Apart from a fundamental disagreement between the parties as to whether the ACA should be

repealed and replaced, insurance regulatory issues did not play a large role in the Presidential campaign. That does not mean, however, that President Trump will not make significant changes in how the federal government interacts with state insurance regulators. Here are some examples of where changes may come.

Non-bank “systemically important financial institutions”

Candidate Trump vowed to dismantle the Dodd-Frank Act and he met last Thursday with Representative Jeb Hensarling, the Chairman of the House Financial Services Committee, who has introduced legislation to do just that. (Chairman Hensarling, a very close friend of Vice President-elect Pence, is rumored to be one of the leading candidates to become the Treasury Secretary.) Among the Dodd-Frank provisions likely to be substantially changed, if not outright repealed, is Section 113, giving the Federal Financial Stability Oversight Council (FSOC) broad latitude to designate particular non-bank financial institutions as “systemically important” and thereby subject to Federal Reserve supervision. Three US insurers have so far been designated: AIG, Prudential and MetLife. MetLife sued in federal district court to overturn its SIFI designation and, earlier this year, succeeded in obtaining summary judgment, largely on the grounds that the FSOC arbitrarily applied the wrong criteria and failed to conduct the requisite cost-benefit analysis before designating MetLife as systemically important. (MetLife, Inc. v. Financial Stability Oversight Council, ___ F.Supp. ___, No. 15-0045 (RMC) 3/30/16).

Given the new President’s position on Dodd-Frank, the future of the other SIFI designations is also in doubt. It is possible that the Justice Department in a Trump administration will simply withdraw the government’s appeal to the DC Circuit Court of Appeals in the MetLife case. How the Federal Reserve will handle its oversight of Prudential and AIG is unclear.

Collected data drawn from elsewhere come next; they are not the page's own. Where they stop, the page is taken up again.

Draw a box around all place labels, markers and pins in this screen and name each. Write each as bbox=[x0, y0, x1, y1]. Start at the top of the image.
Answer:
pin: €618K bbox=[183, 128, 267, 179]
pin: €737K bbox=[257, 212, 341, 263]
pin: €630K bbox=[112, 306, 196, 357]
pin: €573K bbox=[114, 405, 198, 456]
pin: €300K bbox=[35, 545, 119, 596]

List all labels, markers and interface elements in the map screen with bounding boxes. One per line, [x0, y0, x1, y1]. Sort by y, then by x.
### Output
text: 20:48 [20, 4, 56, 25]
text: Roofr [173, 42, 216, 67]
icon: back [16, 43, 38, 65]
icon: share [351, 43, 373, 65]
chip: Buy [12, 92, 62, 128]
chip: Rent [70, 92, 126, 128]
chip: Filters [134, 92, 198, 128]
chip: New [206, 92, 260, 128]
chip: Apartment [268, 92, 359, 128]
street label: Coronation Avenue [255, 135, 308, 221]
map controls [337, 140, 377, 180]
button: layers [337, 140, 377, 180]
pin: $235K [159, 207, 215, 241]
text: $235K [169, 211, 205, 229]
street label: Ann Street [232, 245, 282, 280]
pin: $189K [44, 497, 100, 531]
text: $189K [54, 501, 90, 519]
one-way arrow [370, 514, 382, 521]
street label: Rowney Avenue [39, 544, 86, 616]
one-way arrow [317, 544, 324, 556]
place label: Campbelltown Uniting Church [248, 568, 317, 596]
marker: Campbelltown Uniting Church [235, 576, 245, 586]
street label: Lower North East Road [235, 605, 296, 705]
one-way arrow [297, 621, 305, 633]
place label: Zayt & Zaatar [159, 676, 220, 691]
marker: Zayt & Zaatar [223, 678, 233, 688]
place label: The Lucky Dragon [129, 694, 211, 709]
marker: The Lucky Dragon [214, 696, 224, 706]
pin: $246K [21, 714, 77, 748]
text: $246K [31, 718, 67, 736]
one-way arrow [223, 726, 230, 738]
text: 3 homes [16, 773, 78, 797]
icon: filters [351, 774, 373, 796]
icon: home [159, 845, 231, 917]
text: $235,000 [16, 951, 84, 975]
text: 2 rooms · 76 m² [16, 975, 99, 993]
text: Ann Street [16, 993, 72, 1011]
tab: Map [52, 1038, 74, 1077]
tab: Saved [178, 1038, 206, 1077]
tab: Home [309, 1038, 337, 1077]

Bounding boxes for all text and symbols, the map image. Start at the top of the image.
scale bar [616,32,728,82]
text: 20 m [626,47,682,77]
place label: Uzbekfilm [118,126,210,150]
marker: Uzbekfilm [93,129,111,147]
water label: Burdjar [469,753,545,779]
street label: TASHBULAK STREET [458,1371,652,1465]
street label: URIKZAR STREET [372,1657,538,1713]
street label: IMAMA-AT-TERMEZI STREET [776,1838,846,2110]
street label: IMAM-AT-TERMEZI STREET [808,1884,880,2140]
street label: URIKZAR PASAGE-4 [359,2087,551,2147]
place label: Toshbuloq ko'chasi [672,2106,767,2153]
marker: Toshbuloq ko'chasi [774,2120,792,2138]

In any event, it seems highly unlikely that there will be any additional SIFI designations of insurers going forward—a prospect that most state insurance commissioners, of both parties, will applaud, as it will reinforce the primacy of state-based solvency regulation.

Reinsurance credit covered agreement with EU

There is a good chance that whoever will be running the Treasury Department in a Trump administration has not given much thought to the negotiations currently underway between the Federal Insurance Office (FIO), established by Dodd-Frank, and the EU to relax US credit for reinsurance rules imposed on unlicensed foreign reinsurers. The current FIO director, former Illinois Director of Insurance Michael McRaith, who was appointed by President Obama’s first Treasury Secretary, is unlikely to stay on to work under the incoming Secretary. It’s unclear whether the FIO/EU talks on relaxing US credit for reinsurance rules imposed on unlicensed foreign reinsurers will even continue in the next administration, let alone whether the Trump administration will override existing state rules requiring those reinsurers to secure all of their liabilities to US ceding companies. Dodd-Frank authorizes the FIO to execute multinational agreements on insurance regulations and, after a lengthy process of consultation with states and Congress, to declare state laws that conflict with the agreement to be preempted. (31 U.S.C. §313-314).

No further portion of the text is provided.